Non si è trattata di una vittoria isolata. La flotta robotica di HONOR ha conquistato tutte le prime sei posizioni di una competizione cresciuta enormemente rispetto all’anno precedente, con oltre 300 robot provenienti da 102 team globali. Il tempo del vincitore ha ridotto di quasi due terzi il record stabilito nel 2025, e tanto HONOR D1 quanto gli altri robot ai vertici della classifica hanno completato il percorso tramite navigazione completamente autonoma — un risultato raggiunto solo da una piccola parte dei partecipanti.
Cosa c’è dentro HONOR D1
Alto 169 cm con gambe da 95 cm, HONOR D1 non è un progetto accademico ma il risultato di una filiera produttiva di precisione mutuata direttamente dall’elettronica di consumo. Il robot integra 159 componenti strutturali metallici specializzati e moduli articolari con una coppia massima di 600 Nm, valori nettamente superiori agli standard di settore del 2025. Questo hardware ha permesso al robot di mantenere un equilibrio dinamico eccezionale e di recuperare autonomamente dopo collisioni avvenute lungo il percorso, senza alcun intervento umano.

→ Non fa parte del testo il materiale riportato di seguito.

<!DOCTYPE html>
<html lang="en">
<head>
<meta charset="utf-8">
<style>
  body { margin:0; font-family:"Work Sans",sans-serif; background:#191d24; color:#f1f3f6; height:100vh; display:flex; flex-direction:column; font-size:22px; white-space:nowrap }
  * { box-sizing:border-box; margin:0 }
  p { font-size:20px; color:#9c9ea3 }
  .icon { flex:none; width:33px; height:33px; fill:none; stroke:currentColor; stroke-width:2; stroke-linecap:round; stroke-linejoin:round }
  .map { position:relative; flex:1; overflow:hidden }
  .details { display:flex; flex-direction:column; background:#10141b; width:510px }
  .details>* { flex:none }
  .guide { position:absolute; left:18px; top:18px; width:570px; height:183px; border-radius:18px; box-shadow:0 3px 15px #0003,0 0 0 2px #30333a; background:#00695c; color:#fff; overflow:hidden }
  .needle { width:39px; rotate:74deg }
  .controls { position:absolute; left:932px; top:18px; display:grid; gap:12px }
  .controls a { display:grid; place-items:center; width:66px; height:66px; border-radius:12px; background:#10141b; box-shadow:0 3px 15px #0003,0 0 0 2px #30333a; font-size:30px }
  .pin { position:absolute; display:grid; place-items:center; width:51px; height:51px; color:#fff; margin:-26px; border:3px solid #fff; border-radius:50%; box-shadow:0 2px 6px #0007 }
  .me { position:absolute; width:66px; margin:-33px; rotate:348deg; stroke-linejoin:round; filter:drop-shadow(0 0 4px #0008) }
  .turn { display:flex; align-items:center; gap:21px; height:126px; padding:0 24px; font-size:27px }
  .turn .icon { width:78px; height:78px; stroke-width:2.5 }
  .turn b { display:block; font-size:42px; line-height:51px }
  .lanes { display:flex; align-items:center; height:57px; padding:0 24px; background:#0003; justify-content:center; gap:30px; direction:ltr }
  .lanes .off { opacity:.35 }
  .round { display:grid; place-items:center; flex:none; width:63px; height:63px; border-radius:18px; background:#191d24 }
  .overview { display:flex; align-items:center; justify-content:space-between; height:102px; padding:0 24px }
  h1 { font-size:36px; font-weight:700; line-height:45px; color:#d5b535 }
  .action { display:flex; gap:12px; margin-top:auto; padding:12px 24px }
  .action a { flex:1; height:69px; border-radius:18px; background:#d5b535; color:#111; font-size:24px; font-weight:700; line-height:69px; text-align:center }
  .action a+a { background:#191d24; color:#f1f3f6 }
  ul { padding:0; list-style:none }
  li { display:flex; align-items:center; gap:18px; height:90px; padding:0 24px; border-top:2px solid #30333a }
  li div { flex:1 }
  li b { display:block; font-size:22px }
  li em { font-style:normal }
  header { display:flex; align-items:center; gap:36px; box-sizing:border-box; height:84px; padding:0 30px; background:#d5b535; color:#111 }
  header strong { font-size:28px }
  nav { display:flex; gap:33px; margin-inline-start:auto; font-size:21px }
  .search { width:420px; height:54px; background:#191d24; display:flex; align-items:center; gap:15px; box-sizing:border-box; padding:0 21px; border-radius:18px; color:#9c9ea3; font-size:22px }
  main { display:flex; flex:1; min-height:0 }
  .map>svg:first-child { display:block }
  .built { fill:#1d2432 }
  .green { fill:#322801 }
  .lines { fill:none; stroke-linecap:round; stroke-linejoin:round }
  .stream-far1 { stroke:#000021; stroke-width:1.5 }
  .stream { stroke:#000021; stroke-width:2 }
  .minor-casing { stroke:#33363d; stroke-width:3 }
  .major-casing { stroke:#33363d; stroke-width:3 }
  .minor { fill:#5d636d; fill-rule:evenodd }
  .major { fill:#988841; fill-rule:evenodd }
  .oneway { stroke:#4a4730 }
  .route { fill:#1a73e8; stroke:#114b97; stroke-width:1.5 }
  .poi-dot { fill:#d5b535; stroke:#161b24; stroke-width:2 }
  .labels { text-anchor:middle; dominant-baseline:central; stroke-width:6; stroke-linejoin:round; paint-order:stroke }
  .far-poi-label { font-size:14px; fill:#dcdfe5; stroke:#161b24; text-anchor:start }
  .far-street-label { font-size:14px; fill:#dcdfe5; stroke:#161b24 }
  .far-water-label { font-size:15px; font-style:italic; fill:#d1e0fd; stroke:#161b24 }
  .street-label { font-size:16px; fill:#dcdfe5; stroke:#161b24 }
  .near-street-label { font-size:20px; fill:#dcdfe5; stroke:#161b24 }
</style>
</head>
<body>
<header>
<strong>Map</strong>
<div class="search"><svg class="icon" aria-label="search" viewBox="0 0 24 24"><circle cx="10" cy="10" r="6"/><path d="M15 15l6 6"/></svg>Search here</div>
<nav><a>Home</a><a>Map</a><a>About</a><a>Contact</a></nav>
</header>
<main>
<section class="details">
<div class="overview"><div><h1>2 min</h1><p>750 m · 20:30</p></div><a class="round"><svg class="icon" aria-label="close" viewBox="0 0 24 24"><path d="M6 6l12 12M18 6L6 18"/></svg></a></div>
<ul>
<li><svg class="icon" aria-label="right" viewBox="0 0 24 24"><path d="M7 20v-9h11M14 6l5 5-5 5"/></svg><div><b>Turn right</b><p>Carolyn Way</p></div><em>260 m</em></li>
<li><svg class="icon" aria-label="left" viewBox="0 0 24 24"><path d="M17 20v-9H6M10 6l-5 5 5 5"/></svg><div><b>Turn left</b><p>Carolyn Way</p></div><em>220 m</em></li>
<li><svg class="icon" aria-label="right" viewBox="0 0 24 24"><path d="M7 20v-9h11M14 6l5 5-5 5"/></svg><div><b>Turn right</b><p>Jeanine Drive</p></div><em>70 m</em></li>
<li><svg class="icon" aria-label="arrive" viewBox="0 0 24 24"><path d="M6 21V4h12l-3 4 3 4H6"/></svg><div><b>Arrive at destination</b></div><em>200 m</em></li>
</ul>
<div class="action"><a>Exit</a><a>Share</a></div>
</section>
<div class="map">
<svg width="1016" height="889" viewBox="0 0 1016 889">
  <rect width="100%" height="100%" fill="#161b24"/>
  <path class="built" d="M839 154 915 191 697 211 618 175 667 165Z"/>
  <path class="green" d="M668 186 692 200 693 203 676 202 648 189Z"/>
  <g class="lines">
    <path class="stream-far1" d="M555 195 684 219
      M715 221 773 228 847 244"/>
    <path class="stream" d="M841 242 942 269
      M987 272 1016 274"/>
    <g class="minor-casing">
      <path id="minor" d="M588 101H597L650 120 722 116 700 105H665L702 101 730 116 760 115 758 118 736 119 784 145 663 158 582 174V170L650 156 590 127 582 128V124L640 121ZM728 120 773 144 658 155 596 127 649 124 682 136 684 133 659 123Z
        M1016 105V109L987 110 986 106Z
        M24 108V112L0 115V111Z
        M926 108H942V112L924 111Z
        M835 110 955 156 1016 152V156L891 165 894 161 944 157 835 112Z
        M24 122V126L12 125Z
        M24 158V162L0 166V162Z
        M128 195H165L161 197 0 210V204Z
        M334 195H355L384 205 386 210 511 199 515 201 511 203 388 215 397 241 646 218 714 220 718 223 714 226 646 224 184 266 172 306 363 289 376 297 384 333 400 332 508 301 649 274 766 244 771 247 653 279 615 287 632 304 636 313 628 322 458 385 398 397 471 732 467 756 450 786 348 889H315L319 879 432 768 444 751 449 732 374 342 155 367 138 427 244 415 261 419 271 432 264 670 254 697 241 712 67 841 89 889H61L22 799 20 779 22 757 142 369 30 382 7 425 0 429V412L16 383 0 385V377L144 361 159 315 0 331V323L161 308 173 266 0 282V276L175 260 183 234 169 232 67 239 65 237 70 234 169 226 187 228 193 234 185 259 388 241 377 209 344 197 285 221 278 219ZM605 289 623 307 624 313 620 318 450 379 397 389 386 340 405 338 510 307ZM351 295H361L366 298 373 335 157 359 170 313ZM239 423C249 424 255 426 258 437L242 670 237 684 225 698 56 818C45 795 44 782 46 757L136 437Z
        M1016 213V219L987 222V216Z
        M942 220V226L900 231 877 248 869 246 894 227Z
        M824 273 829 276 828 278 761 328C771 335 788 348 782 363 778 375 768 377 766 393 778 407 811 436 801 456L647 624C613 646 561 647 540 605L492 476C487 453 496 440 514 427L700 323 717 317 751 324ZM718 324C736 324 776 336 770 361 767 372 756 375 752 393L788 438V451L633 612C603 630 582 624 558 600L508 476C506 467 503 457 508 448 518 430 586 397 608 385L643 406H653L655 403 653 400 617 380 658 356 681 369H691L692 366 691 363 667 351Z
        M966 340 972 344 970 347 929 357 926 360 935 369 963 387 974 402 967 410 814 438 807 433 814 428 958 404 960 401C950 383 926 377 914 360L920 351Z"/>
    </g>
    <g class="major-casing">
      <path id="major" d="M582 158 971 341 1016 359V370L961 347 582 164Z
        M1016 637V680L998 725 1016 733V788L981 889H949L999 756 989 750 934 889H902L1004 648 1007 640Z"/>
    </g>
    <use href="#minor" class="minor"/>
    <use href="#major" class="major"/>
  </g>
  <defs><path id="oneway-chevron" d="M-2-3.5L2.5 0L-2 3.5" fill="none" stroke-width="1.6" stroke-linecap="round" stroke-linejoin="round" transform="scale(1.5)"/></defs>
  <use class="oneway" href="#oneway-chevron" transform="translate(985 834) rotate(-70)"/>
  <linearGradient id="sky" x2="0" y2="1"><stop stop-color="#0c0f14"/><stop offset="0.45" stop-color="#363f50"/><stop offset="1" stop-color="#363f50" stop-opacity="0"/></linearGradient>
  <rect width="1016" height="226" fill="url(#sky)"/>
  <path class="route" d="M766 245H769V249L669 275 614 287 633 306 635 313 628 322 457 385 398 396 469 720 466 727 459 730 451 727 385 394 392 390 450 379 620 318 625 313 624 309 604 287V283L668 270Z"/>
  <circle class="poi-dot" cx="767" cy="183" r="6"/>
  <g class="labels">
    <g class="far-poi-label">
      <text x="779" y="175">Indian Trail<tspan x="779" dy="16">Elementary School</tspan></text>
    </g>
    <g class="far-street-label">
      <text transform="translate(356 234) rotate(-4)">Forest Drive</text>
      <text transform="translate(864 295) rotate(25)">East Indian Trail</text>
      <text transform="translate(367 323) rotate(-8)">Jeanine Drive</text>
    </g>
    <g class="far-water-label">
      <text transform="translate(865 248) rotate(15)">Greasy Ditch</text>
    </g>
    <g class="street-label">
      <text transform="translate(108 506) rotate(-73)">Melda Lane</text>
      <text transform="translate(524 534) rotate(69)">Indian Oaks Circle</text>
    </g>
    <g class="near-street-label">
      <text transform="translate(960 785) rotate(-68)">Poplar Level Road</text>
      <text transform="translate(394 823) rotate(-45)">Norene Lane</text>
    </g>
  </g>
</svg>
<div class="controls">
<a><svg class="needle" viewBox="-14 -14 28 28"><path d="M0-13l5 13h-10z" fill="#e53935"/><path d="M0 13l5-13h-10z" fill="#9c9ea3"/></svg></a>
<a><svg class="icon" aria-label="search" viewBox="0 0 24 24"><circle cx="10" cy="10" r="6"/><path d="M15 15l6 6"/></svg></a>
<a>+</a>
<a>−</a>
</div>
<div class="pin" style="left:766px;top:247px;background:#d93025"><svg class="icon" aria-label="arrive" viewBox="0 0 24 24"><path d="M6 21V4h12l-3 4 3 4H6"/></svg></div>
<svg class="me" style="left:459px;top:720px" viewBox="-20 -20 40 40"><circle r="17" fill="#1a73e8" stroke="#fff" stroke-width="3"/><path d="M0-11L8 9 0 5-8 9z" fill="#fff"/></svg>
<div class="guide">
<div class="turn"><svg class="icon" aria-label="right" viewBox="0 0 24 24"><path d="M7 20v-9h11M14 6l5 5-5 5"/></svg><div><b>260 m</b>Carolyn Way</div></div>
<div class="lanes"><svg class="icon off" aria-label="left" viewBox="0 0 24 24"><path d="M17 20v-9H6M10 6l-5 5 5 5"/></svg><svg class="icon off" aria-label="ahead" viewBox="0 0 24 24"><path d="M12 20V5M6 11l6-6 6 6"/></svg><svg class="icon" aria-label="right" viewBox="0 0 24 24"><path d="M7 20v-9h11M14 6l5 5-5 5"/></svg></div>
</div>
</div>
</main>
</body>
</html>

La gestione termica si affida a un sistema proprietario di raffreddamento a liquido da 4 litri al minuto, derivato direttamente dall’ingegneria degli smartphone, che ha mantenuto i motori a temperatura controllata per tutta la durata dei 21,0975 km di gara. Sul fronte energetico, l’autonomia supera i 10 km per batteria, con un sistema di sostituzione rapida che affronta uno dei limiti storici dei robot umanoidi: la scarsa durata operativa.
L’Alpha Plan: dallo smartphone al mondo fisico
La vittoria di HONOR D1 non è un episodio isolato ma la dimostrazione concreta dell’“Alpha Plan”, la roadmap strategica con cui HONOR intende trasformarsi da produttore di smartphone a ecosistema completo di terminali AI per ogni scenario d’uso. Un decennio di innovazione nel mobile — dall’On-Device AI per la comprensione spaziale in tempo reale alla gestione energetica efficiente — è stato trasferito in una struttura umanoide capace di competere e vincere in condizioni reali.
Il concetto guida è quello dell’AHI, Augmented Human Intelligence: non chiedersi cosa possa fare l’AI, ma cosa debba fare. La filosofia di HONOR punta a costruire robot dotati sia di elevata capacità intellettiva sia di intelligenza emotiva empatica, attraverso quella che il brand chiama “Three-Brain Synergy” — l’integrazione tra intelligenza personale, universale ed edge. L’obiettivo finale è un ecosistema in cui i servizi AI si estendono dallo schermo dello smartphone al mondo fisico, con applicazioni che spaziano dalla compagnia domestica al supporto industriale.
Verso il lancio della serie HONOR 600 in Europa
Il risultato ottenuto a Pechino arriva in un momento di forte espansione per il brand, che si prepara a lanciare in Europa Occidentale la serie HONOR 600. La vittoria di HONOR D1 non è solo una notizia sportiva: è la dimostrazione che lo stack tecnologico unificato del brand — dove dispositivi mobili, wearable e robotici condividono un’unica anima AI — rappresenta oggi un vantaggio competitivo concreto e misurabile. Completando oltre 150 sessioni di test su strada e 2.000 km di percorrenza reale in soli sette mesi, HONOR ha dimostrato che l’ecosistema dell’elettronica di consumo può essere la base ideale anche per l’industria robotica.